Andrew Clark:Anytime you need to think of a large thing as a system. So a system is a way of looking at the world is it's it's more than this. Individual parts you add together, there's emergent behavior, there's, there's complex interactions, there's more in relationships, kind of like we were talking about last time with synthetic data, is you can't just generate individual columns of data and think that they're the same as having those inner relationships and the connectivity. There's, there's that extra emergent behavior, and butterfly effects and things like that, that happens when you look at these complex systems. It is very nonlinear relationships between data, and also too large to really think about a in just a very finite fashion.
Sid Mangalik:Yeah, I think that's spot on. Right? That's, that's this, it's this idea of the complex system, where the design, the development, the implementation, and maybe even the decommission of the system. These are all very interrelated complex systems. And you can't just make a change the design, without having to change the implementation, you can't make a change the implementation, without having to change the development cycle, there's deeply inter related connection of bodies of work that have to be done, either in parallel or planned out ahead of time. So what fundamentally,
Susan Peich:do people learn about systems engineering?

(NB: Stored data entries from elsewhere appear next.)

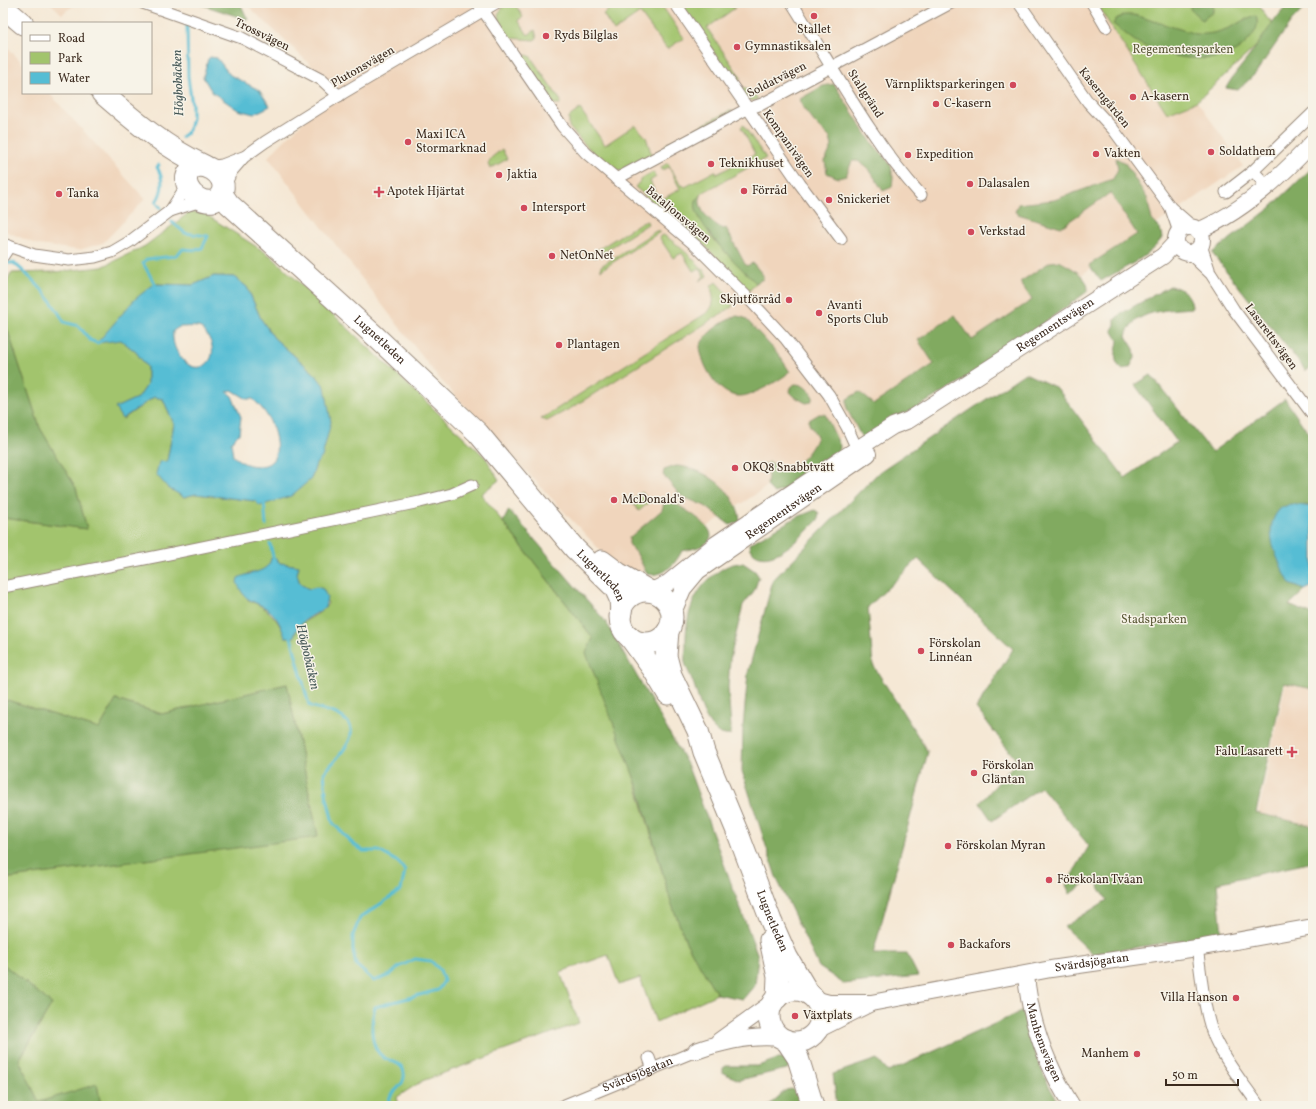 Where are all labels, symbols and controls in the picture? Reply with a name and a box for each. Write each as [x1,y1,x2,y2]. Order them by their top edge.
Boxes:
marker: Stallet [809,11,819,21]
street label: Trossvägen [232,15,292,55]
legend [22,22,152,94]
place label: Stallet [797,22,831,38]
place label: Ryds Bilglas [554,28,618,44]
text: Road [58,31,85,47]
marker: Ryds Bilglas [541,31,551,41]
place label: Gymnastiksalen [745,39,831,55]
street label: Plutonsvägen [328,42,398,92]
marker: Gymnastiksalen [732,42,742,52]
park label: Regementesparken [1133,42,1233,58]
water label: Högbobäcken [169,49,189,117]
text: Park [58,51,83,67]
street label: Soldatvägen [745,58,809,102]
street label: Kaserngården [1075,64,1133,132]
street label: Stallgränd [843,67,887,122]
text: Water [58,71,90,87]
place label: Värnpliktsparkeringen [885,77,1005,93]
marker: Värnpliktsparkeringen [1008,80,1018,90]
place label: A-kasern [1141,89,1189,105]
marker: A-kasern [1128,92,1138,102]
place label: C-kasern [944,96,991,112]
marker: C-kasern [931,99,941,109]
street label: Kompanivägen [759,107,817,181]
place label: Maxi ICA Stormarknad [416,127,486,157]
marker: Maxi ICA Stormarknad [403,137,413,147]
place label: Soldathem [1219,144,1276,160]
place label: Vakten [1104,146,1141,162]
place label: Expedition [916,147,974,163]
marker: Soldathem [1206,147,1216,157]
marker: Vakten [1091,149,1101,159]
marker: Expedition [903,150,913,160]
place label: Teknikhuset [719,156,784,172]
marker: Teknikhuset [706,159,716,169]
place label: Jaktia [507,167,537,183]
marker: Jaktia [494,170,504,180]
place label: Dalasalen [978,176,1030,192]
marker: Dalasalen [965,179,975,189]
street label: Bataljonsvägen [642,183,714,247]
place label: Förråd [752,183,788,199]
place label: Apotek Hjärtat [387,184,465,200]
place label: Tanka [67,186,99,202]
marker: Förråd [739,186,749,196]
marker: Apotek Hjärtat [374,187,384,197]
marker: Tanka [54,189,64,199]
place label: Snickeriet [837,192,890,208]
marker: Snickeriet [824,195,834,205]
place label: Intersport [532,200,586,216]
marker: Intersport [519,203,529,213]
place label: Verkstad [979,224,1026,240]
marker: Verkstad [966,227,976,237]
place label: NetOnNet [560,248,614,264]
marker: NetOnNet [547,251,557,261]
place label: Skjutförråd [720,292,781,308]
street label: Regementsvägen [1014,294,1097,356]
marker: Skjutförråd [784,295,794,305]
place label: Avanti Sports Club [827,298,889,328]
street label: Lasarettsvägen [1241,301,1301,373]
marker: Avanti Sports Club [814,308,824,318]
street label: Lugnetleden [350,312,409,368]
place label: Plantagen [567,337,620,353]
marker: Plantagen [554,340,564,350]
place label: OKQ8 Snabbtvätt [743,460,834,476]
marker: OKQ8 Snabbtvätt [730,463,740,473]
street label: Regementsvägen [743,480,825,544]
place label: McDonald's [622,492,684,508]
marker: McDonald's [609,495,619,505]
street label: Lugnetleden [573,546,628,604]
park label: Stadsparken [1121,612,1187,628]
water label: Högbobäcken [291,622,323,692]
place label: Förskolan Linnéan [929,636,981,666]
marker: Förskolan Linnéan [916,646,926,656]
place label: Falu Lasarett [1215,744,1283,760]
marker: Falu Lasarett [1286,746,1298,758]
place label: Förskolan Gläntan [982,758,1034,788]
marker: Förskolan Gläntan [969,768,979,778]
place label: Förskolan Myran [956,838,1046,854]
marker: Förskolan Myran [943,841,953,851]
place label: Förskolan Tvåan [1057,872,1143,888]
marker: Förskolan Tvåan [1044,875,1054,885]
street label: Lugnetleden [752,888,792,955]
place label: Backafors [959,937,1011,953]
marker: Backafors [946,940,956,950]
street label: Svärdsjögatan [1054,950,1130,976]
place label: Villa Hanson [1160,990,1228,1006]
marker: Villa Hanson [1231,993,1241,1003]
street label: Manhemsvägen [1022,1001,1065,1085]
place label: Växtplats [803,1008,852,1024]
marker: Växtplats [790,1011,800,1021]
place label: Manhem [1081,1046,1129,1062]
marker: Manhem [1132,1049,1142,1059]
street label: Svärdsjögatan [600,1053,676,1097]
scale bar [1166,1061,1238,1087]
text: 50 m [1172,1068,1198,1084] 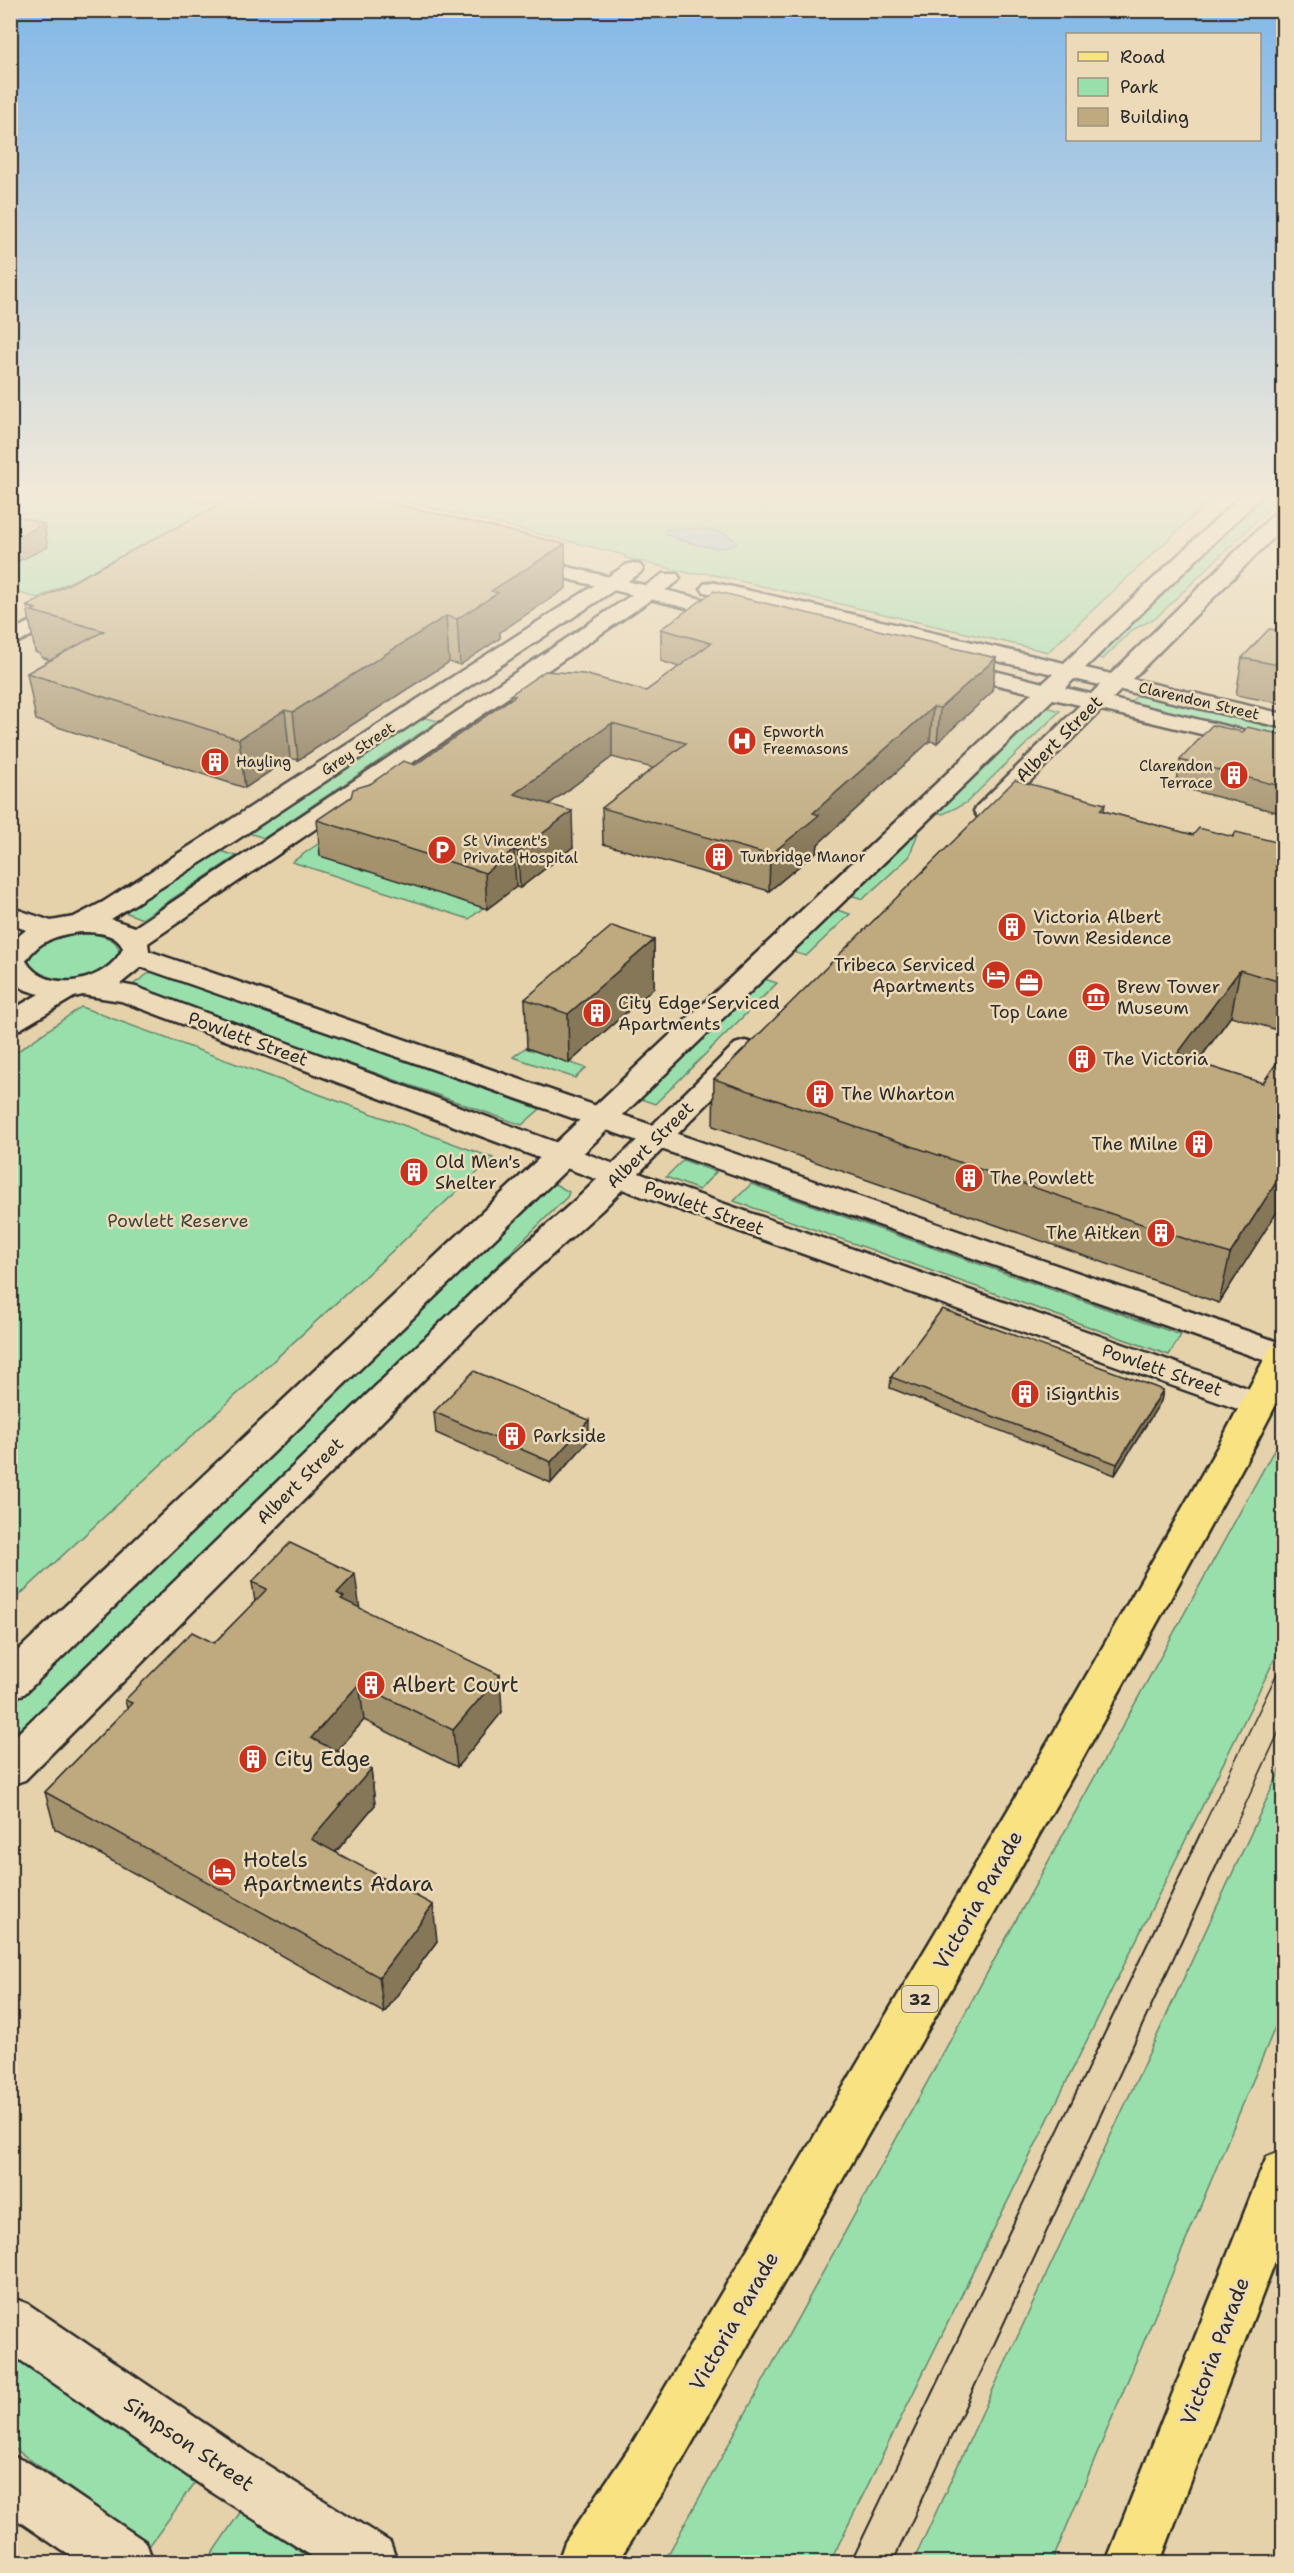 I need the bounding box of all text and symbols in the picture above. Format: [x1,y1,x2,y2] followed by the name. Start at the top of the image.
[1066,33,1261,141] legend
[1120,45,1165,69] text: Road
[1120,75,1159,99] text: Park
[1120,105,1189,129] text: Building
[1137,677,1261,725] street label: Clarendon Street
[1010,690,1108,788] street label: Albert Street
[317,718,399,780] street label: Grey Street
[763,722,849,759] place label: Epworth Freemasons
[726,725,758,757] hospital icon: Epworth Freemasons
[199,746,231,778] building icon: Hayling
[236,752,291,772] place label: Hayling
[1139,756,1213,793] place label: Clarendon Terrace
[1218,759,1250,791] building icon: Clarendon Terrace
[463,831,579,868] place label: St Vincent's Private Hospital
[426,834,458,866] parking icon: St Vincent's Private Hospital
[703,841,735,873] building icon: Tunbridge Manor
[740,847,866,867] place label: Tunbridge Manor
[1033,905,1172,950] place label: Victoria Albert Town Residence
[996,911,1028,943] building icon: Victoria Albert Town Residence
[833,953,975,998] place label: Tribeca Serviced Apartments
[980,959,1012,991] hotel icon: Tribeca Serviced Apartments
[1013,967,1045,999] office icon: Top Lane
[1117,975,1220,1020] place label: Brew Tower Museum
[1080,981,1112,1013] museum icon: Brew Tower Museum
[618,991,780,1036] place label: City Edge Serviced Apartments
[581,997,613,1029] building icon: City Edge Serviced Apartments
[990,1000,1068,1024] place label: Top Lane
[185,1006,311,1072] street label: Powlett Street
[1066,1043,1098,1075] building icon: The Victoria
[1103,1047,1208,1071] place label: The Victoria
[804,1078,836,1110] building icon: The Wharton
[841,1082,955,1106] place label: The Wharton
[601,1096,699,1194] street label: Albert Street
[1183,1128,1215,1160] building icon: The Milne
[1092,1132,1178,1156] place label: The Milne
[435,1150,521,1195] place label: Old Men's Shelter
[398,1156,430,1188] building icon: Old Men's Shelter
[953,1162,985,1194] building icon: The Powlett
[990,1166,1095,1190] place label: The Powlett
[641,1175,767,1241] street label: Powlett Street
[107,1209,249,1233] park label: Powlett Reserve
[1145,1217,1177,1249] building icon: The Aitken
[1046,1221,1140,1245] place label: The Aitken
[1098,1338,1226,1402] street label: Powlett Street
[1009,1378,1041,1410] building icon: iSignthis
[1046,1382,1120,1406] place label: iSignthis
[496,1420,528,1452] building icon: Parkside
[533,1424,606,1448] place label: Parkside
[251,1432,349,1530] street label: Albert Street
[355,1669,387,1701] building icon: Albert Court
[392,1671,519,1699] place label: Albert Court
[237,1743,269,1775] building icon: City Edge
[274,1745,371,1773] place label: City Edge
[927,1825,1029,1975] street label: Victoria Parade
[243,1846,433,1898] place label: Hotels Apartments Adara
[206,1856,238,1888] hotel icon: Hotels Apartments Adara
[902,1986,938,2012] road number: 32
[683,2246,785,2396] street label: Victoria Parade
[1174,2273,1256,2429] street label: Victoria Parade
[118,2390,260,2498] street label: Simpson Street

Andrew Clark:Well, it's very much it's embedded in there's even a couple institutions now that have a systems engineering degree. It's really like product management on steroids. But really aerospace engineering, civil engineering, these are the disciplines more that really go into this thing, I mighty has several classes on it, it's really a naval edge, I have a friend who's a help the Navy, who building ships, it's something they taught there any of these really large complex systems, it's something that's been using the defense industry for a while and the aerospace and things it's really when I think the level of criticality is higher. And we're starting to see that now with these systems, bringing it back to you know, AI systems, the criticality is a lot higher and the reliability and the safety and how do we know that this thing is going to be doing what it should be doing? When you ever you have that low margin for error is when you really want to start doing these things. But it's not the agile approach that's kind of popular these days.
Susan Peich:Right? So maybe not, so maybe I misspoke. Not obviously college, but obviously, certain programs rooted in engineering than who's who might not be on that list who might not be as inclined to systems engineering.
Sid Mangalik:Yeah, so you know, when we think about who learns these topics, we think about aerospace engineers, electrical engineers, mechanical engineers, but the two people that don't make that list that maybe shouldn't make that list are the computer scientists and statisticians, right? We live in a very separate world. And we haven't, you know, really engaged with systems engineering, even in the way that even software engineers have to think about it, and have to fight with it. So we're entering a world where AI systems and ml systems have been a little bit separate from the expertise of people that do systems engineering.
Andrew Clark:And so with a lot of these different topics we've been bringing out and doing things the hard way and learning like the actual physical sciences and how mathematics and how things work. I'm in computer scientists, they have the best marketing engine in the world. But then at some point in a couple of years, computer science is gonna come out with their own version of systems engineering, and it's gonna be the only thing that's ever happened in the history of the world like it is based on the trend that a lot of these things we've come up with. They've been we've learned the hard lessons the hard way, by you know, sadly, Apollo was one it was like three or four blew up on the launchpad well Guess what they learned a lot of things from that apply them in the systems engineering paradigm. So now you had successful Apollo 11, and even Apollo 13, you could argue as the one that had the issues in space, but they got everybody back safely. It was maybe even a more successful mission, because they were able to manage that complexity. They tested how, what the weird things that could go wrong and knew the different tolerances they had, were able to bring the astronauts back home safely, because they had so studied the system and knew the intricacies and had done all of the different simulations.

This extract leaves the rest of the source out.